= WORK INSTRUCTIONS =
Looking at the material below, work out how many of its lines hold the string "size". Give that figure alone.

DATA TO USE: Begin

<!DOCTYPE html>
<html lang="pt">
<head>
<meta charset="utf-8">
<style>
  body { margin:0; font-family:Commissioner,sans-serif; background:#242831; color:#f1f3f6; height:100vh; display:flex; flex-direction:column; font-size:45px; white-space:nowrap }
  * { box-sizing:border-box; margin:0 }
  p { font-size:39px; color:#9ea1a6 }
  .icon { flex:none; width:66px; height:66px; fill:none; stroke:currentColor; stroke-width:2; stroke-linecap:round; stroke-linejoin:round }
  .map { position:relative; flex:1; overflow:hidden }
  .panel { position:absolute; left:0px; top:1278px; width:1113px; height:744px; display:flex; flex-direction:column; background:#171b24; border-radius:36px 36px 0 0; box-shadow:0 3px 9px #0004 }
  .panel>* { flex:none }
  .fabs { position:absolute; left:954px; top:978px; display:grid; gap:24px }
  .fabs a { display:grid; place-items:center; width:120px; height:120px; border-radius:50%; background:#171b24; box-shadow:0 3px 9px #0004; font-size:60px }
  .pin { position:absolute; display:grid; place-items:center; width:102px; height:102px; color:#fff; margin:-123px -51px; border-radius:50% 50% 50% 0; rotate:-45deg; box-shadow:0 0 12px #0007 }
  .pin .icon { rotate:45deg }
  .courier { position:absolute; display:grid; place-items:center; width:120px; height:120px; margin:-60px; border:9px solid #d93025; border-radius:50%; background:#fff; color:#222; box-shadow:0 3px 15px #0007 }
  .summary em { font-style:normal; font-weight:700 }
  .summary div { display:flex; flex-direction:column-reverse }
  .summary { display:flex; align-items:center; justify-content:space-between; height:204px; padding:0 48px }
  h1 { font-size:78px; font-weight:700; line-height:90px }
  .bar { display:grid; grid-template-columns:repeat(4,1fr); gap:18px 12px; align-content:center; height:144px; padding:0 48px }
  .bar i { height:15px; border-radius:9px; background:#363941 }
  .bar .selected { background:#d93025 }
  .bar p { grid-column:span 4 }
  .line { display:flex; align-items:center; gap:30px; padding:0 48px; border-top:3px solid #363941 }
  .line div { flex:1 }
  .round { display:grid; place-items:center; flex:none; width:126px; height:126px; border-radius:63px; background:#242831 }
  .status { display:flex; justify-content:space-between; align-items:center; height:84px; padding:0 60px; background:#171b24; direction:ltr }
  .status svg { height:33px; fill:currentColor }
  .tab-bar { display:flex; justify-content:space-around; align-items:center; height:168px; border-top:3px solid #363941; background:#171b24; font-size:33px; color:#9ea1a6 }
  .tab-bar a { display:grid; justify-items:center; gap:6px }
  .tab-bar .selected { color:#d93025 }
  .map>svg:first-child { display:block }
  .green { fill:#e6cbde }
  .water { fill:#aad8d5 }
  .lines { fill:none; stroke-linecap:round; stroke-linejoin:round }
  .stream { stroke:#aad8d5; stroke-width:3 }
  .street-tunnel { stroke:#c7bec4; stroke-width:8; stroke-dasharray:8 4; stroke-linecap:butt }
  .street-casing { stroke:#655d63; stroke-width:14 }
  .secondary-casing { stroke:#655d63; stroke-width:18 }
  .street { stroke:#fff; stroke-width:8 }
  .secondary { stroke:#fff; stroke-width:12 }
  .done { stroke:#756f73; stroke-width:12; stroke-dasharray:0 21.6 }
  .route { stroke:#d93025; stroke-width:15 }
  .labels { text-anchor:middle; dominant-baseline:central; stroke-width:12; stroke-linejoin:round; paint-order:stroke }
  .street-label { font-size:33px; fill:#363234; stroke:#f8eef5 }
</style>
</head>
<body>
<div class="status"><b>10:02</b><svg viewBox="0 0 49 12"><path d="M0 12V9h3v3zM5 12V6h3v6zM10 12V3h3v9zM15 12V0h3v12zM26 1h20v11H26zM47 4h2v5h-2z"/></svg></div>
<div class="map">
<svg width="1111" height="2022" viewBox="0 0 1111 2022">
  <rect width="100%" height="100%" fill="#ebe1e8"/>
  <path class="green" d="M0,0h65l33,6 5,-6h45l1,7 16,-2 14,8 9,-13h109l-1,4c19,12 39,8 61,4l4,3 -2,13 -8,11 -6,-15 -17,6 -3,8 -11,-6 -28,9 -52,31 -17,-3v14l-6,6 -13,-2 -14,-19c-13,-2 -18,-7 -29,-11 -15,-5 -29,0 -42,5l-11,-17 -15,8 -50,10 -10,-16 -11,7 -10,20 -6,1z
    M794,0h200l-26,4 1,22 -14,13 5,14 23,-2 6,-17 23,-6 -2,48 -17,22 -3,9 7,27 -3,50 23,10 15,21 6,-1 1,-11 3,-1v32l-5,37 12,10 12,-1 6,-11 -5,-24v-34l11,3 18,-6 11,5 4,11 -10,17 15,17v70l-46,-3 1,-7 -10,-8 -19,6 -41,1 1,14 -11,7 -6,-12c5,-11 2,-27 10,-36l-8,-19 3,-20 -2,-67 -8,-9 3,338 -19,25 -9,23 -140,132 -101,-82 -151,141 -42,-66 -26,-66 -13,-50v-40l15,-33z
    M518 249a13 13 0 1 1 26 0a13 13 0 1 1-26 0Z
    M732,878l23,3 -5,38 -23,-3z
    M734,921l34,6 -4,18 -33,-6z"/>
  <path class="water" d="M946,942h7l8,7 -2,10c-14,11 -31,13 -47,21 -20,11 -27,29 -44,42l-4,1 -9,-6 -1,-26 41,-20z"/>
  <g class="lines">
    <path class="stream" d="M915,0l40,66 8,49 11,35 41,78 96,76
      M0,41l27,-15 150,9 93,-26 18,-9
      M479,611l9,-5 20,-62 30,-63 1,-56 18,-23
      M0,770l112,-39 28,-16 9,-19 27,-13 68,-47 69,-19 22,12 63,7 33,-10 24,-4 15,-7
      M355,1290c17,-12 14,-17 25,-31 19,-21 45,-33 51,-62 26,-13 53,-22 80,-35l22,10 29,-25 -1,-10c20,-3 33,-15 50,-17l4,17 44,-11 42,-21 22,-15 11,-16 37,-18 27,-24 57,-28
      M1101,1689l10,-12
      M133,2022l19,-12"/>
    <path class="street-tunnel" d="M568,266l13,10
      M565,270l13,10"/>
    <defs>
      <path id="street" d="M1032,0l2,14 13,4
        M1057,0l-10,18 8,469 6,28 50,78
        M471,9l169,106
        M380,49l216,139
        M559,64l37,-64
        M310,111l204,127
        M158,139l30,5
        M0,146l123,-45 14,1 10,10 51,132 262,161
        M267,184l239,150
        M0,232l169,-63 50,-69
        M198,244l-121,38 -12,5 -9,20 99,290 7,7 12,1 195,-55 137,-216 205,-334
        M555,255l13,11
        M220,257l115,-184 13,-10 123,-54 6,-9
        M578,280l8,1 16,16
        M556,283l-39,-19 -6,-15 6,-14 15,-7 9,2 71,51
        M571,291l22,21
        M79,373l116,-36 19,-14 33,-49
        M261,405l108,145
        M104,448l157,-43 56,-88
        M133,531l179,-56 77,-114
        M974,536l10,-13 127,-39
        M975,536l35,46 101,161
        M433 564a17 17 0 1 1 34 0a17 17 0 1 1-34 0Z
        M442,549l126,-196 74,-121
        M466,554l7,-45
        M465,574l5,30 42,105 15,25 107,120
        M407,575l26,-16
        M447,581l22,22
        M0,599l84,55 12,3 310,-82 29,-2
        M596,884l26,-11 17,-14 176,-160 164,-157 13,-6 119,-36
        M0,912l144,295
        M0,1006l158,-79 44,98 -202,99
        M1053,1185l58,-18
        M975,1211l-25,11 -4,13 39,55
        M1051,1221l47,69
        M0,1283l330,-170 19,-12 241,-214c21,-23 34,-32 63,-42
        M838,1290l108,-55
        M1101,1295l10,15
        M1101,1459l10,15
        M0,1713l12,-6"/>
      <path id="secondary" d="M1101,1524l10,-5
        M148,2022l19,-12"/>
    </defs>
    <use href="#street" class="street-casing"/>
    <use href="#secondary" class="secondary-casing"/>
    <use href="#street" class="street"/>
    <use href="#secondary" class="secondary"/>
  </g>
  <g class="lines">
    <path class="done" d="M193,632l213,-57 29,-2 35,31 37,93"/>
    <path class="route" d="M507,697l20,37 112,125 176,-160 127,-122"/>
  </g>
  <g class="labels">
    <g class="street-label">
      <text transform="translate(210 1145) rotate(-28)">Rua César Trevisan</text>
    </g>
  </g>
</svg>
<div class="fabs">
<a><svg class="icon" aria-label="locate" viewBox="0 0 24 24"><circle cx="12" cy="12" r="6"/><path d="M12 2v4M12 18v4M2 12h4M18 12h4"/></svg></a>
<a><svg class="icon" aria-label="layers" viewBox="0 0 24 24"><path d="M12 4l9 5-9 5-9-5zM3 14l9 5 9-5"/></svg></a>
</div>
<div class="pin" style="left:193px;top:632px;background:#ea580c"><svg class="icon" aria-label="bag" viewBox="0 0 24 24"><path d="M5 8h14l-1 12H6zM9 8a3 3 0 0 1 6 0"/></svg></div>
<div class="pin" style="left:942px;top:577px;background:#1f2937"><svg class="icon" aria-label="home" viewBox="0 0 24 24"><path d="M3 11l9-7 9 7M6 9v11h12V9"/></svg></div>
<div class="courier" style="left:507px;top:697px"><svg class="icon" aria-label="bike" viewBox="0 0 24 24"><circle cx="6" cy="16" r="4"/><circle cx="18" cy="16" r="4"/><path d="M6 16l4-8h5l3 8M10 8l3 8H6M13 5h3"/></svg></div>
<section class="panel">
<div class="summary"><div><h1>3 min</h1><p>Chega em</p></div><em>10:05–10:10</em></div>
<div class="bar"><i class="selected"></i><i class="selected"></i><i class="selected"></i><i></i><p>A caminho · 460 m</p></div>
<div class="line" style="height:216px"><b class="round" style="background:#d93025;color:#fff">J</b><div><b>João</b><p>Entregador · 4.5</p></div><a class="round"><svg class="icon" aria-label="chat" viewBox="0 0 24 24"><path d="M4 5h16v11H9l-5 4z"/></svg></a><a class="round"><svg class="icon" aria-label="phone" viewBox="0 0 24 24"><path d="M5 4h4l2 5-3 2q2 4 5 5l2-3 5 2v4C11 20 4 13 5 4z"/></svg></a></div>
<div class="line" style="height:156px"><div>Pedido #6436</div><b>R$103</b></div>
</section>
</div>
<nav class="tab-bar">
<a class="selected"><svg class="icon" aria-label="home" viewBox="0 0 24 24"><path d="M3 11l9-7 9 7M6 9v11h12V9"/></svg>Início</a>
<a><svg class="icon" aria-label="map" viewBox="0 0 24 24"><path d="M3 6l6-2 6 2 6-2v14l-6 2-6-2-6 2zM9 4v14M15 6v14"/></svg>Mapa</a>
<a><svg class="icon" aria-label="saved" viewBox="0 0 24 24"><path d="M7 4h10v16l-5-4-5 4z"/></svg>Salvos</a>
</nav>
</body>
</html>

DATA TO USE: End

= ANSWER BOX =
6